An efficient parallel algorithm of Navier–Stokes solver is designed and realized in this work. The solver is based on a high order of accuracy compact finite difference scheme, using the global pressure correction method. This highly efficient solver includes a multigrid technique, which is not suitable for implementations on parallel architectures. In order to increase parallelism the zebra numbering scheme is chosen, and the block cyclic reduction method is also applied for solving the arising linear subsystems. Taking account the structure of the finite difference matrix and the involved basic linear algebra operations, an extra level of parallelization appears in the parallel algorithm. All sub-matrices of the finite difference matrix are manipulated with their appropriate block entries, avoiding the entire matrix storage in the computation. This minimizes data storage and communication between the main computer and accelerator memories. Since accelerator devices have lower memory limitations, the proposed computation handling permits performing the whole computation on the acceleration device. The performance investigation of the parallel implementation for equal and unequal mesh discretizations resulted that multi-CPU only realizations are less efficient than realizations on computing architectures with acceleration devices.

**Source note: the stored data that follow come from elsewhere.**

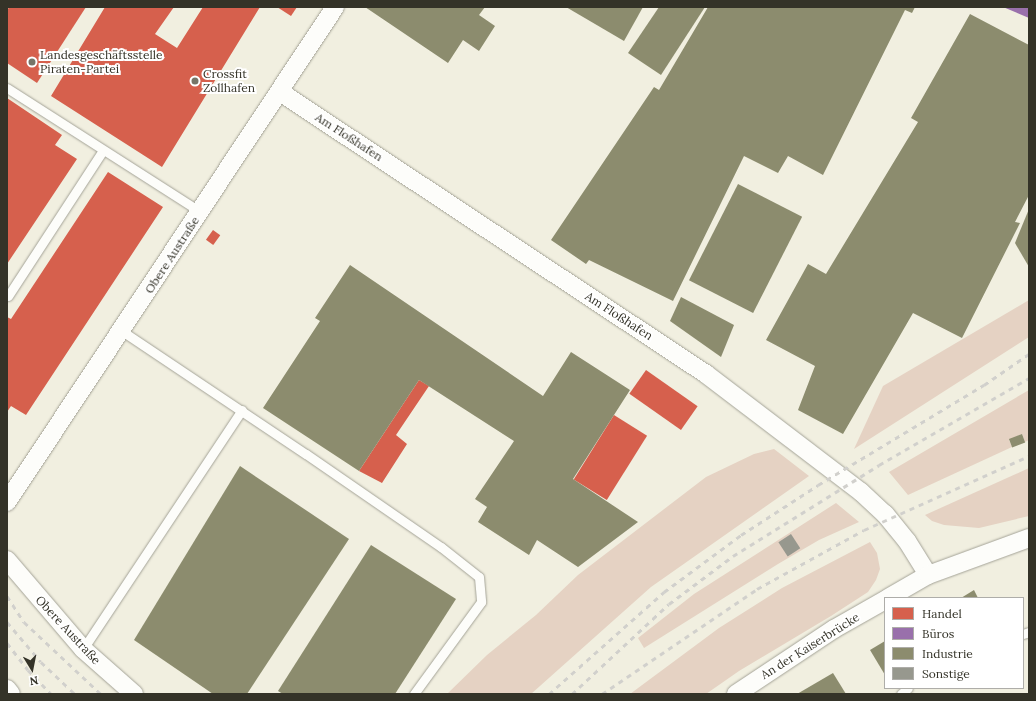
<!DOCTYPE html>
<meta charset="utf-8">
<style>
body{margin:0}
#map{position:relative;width:1036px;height:701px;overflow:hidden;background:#f1efe0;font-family:Lora,serif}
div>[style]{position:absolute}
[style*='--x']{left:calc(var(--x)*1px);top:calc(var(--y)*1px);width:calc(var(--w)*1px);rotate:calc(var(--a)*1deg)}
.green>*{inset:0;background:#e5d2c3}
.shops>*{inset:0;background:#d6604d;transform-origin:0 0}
.offices>*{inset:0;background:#9970ab}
.industry>*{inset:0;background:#8c8c6e;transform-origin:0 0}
.building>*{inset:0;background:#97988e;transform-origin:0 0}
.roads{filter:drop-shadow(0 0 1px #a4a397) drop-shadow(0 0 1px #a4a397)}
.service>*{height:9px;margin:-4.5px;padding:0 4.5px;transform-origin:4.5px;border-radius:4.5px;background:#fdfdfa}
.minor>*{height:18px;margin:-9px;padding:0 9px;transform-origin:9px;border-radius:9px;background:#fdfdfa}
.rail>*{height:3px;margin-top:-1.5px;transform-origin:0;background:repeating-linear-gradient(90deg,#d1d0cc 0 5px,transparent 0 10px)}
.dots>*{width:11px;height:11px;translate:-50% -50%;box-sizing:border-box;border:2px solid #fff;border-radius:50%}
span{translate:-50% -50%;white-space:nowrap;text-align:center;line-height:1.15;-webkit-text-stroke:4px #fff;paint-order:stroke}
.poi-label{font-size:12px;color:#343328}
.left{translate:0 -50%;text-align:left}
.street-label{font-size:12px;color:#343328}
.frame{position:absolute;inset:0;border:8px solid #343328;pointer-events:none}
.legend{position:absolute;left:884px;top:597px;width:140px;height:92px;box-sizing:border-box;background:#fff;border:1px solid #aeada9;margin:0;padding:5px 7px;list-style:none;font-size:12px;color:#343328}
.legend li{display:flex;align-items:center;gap:8px;height:20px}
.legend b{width:20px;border:1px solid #aeada9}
.north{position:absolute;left:12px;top:649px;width:40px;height:40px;-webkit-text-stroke:3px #fff;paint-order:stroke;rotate:170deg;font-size:11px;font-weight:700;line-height:16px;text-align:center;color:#343328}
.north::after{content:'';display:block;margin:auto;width:14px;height:18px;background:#343328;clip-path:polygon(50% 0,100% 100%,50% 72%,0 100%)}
</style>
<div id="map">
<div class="green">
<i style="clip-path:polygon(1029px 300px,1029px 337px,854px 449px,883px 386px)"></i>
<i style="clip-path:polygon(1029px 390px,1029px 440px,1025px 442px,1022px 434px,1009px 440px,1012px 447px,908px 495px,889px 472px)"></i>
<i style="clip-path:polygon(774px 449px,809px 476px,651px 587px,531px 694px,447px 694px,487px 655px,536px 615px,578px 575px,706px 477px,754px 454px)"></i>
<i style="clip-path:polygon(1029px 468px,1029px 516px,979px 528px,944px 525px,932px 521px,925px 515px)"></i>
<i style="clip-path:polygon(836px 503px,859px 522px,819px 540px,778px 564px,644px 648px,638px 638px,694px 594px)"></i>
<i style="clip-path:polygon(870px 542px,877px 553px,880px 569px,876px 580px,868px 592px,831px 616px,739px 671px,706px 694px,630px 694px,719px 628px,782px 588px)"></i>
</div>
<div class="shops">
<i style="clip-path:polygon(9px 7px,86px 7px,37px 83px,7px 63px,7px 11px)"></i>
<i style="clip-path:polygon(105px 7px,174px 7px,155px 34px,177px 48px,203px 7px,260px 7px,162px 167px,51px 96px)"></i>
<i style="clip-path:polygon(277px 7px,297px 7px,291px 16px)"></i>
<i style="clip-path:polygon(7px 98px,62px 135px,55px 145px,77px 159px,7px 264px)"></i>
<i style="clip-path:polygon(108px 172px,163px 207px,26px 415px,11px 406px,7px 412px,7px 317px,11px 319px)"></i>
<i style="left:213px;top:230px;width:9px;height:12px;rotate:36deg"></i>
<i style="left:646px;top:370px;width:63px;height:29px;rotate:35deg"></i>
<i style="clip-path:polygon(419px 380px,429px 386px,396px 435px,407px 444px,382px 483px,359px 471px)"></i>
<i style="left:614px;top:415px;width:39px;height:76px;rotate:32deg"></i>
</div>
<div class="offices">
<i style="clip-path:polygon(1003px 7px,1029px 7px,1029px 18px)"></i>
</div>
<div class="industry">
<i style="clip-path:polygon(365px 7px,485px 7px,479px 15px,495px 26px,479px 51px,463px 40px,448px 63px)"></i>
<i style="clip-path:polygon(566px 7px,643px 7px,624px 41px)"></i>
<i style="clip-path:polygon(659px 7px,705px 7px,661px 75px,628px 53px)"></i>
<i style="clip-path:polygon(708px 7px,915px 7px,912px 13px,905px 10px,823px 175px,788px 156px,778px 173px,744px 156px,673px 301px,589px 260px,586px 264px,551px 240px,654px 87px,659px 90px)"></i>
<i style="clip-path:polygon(970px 14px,1029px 45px,1029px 195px,1015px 222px,1020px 223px,962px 338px,913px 313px,843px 434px,798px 410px,815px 366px,766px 340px,808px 264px,826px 274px,918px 122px,911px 118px)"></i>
<i style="left:738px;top:184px;width:72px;height:108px;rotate:27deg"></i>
<i style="clip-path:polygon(1029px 209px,1029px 267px,1015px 243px)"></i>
<i style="clip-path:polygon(350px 265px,543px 396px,571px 352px,630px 390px,573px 479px,638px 522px,578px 567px,537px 540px,529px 555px,478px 522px,487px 507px,475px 499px,514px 441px,419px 380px,359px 471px,263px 408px,320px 321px,315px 318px)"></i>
<i style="clip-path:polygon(681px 297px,734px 325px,721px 357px,670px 321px)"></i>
<i style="left:1022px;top:434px;width:9px;height:14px;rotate:69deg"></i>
<i style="clip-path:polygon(240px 466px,349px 539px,247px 694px,213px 694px,134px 640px)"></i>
<i style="clip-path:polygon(371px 545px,456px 599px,395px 694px,283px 694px,278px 691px)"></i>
<i style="clip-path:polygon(974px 590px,978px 598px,961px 598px)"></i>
<i style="clip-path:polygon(885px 641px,885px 675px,870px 650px)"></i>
<i style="clip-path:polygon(833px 673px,846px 694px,797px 694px)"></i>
</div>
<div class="building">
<i style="left:791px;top:534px;width:17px;height:15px;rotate:57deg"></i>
</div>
<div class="roads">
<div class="service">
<i style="--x:7;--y:88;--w:230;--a:32.6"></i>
<i style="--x:8;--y:296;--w:174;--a:-56.9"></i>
<i style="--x:122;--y:331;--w:221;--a:33.8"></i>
<i style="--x:306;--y:454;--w:164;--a:34.6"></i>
<i style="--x:441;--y:547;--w:48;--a:38.3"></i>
<i style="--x:479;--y:577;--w:25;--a:85"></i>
<i style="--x:481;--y:602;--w:114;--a:126.1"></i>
<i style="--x:1023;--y:634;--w:6;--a:-18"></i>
<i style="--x:83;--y:649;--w:287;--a:-56.4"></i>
<i style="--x:901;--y:694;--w:9;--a:-41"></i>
</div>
<div class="minor">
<i style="--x:280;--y:92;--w:511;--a:33.5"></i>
<i style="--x:706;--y:374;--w:195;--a:37.3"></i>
<i style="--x:861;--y:492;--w:33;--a:43"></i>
<i style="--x:885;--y:514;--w:35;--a:51"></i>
<i style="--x:907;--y:541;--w:40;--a:58"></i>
<i style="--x:7;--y:502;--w:594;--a:-56.47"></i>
<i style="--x:7;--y:560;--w:117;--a:49.5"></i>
<i style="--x:83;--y:649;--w:68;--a:41.4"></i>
<i style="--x:888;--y:598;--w:46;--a:-29.9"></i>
<i style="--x:928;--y:575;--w:108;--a:-20.1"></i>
<i style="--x:7;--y:689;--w:6;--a:51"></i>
<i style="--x:736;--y:694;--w:118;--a:-33.6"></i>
<i style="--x:834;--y:629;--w:59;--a:-29.6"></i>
</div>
</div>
<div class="rail">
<i style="--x:7;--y:596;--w:31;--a:57"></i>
<i style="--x:24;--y:622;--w:105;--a:43.1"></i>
<i style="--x:7;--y:622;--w:52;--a:49.6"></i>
<i style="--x:41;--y:662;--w:47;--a:43.3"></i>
<i style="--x:7;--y:643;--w:34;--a:52"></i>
<i style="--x:28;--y:670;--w:33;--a:46"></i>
<i style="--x:549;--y:694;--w:154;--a:-41.6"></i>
<i style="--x:664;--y:592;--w:96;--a:-36.5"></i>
<i style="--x:741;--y:535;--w:92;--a:-33"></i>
<i style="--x:818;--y:485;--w:194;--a:-31.1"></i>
<i style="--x:984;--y:385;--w:55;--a:-34.6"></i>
<i style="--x:572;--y:694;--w:132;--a:-42.9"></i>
<i style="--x:669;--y:604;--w:80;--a:-36.9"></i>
<i style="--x:733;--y:556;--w:172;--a:-31.9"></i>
<i style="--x:879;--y:465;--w:173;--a:-30.1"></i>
<i style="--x:602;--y:694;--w:187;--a:-34.1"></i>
<i style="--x:757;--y:589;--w:122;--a:-28.9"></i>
<i style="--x:864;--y:530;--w:181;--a:-24.2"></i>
</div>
<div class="dots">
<i style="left:32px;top:62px;background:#767568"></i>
<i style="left:195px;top:81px;background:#767568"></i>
</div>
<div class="poi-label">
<span class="left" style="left:40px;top:62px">Landesgeschäftsstelle<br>Piraten-Partei</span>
<span class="left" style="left:203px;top:81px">Crossfit<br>Zollhafen</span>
</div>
<div class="street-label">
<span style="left:349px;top:137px;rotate:33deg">Am Floßhafen</span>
<span style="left:172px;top:255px;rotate:-57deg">Obere Austraße</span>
<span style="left:619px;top:316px;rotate:33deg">Am Floßhafen</span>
<span style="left:68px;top:630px;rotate:47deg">Obere Austraße</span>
<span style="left:810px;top:646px;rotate:-32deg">An der Kaiserbrücke</span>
</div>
<div class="frame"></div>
<ul class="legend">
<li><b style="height:11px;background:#d6604d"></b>Handel</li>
<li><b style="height:11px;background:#9970ab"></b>Büros</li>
<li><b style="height:11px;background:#8c8c6e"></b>Industrie</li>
<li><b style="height:11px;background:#97988e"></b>Sonstige</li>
</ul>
<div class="north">N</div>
</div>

The performance of the parallel solver has been investigated on three types of GPU acceleration architectures, including the modern Kepler type and the legacy Fermi one. An acceleration of more than 10x is obtained for fine discretization problems in all test cases and computing architectures. These performance results of the solver encourage in the direction of extending the Navier–Stokes solver in the three-dimensional case on parallel architectures with accelerators. This extension may include problems defined on more complicated geometries, such as curvilinear coordinates.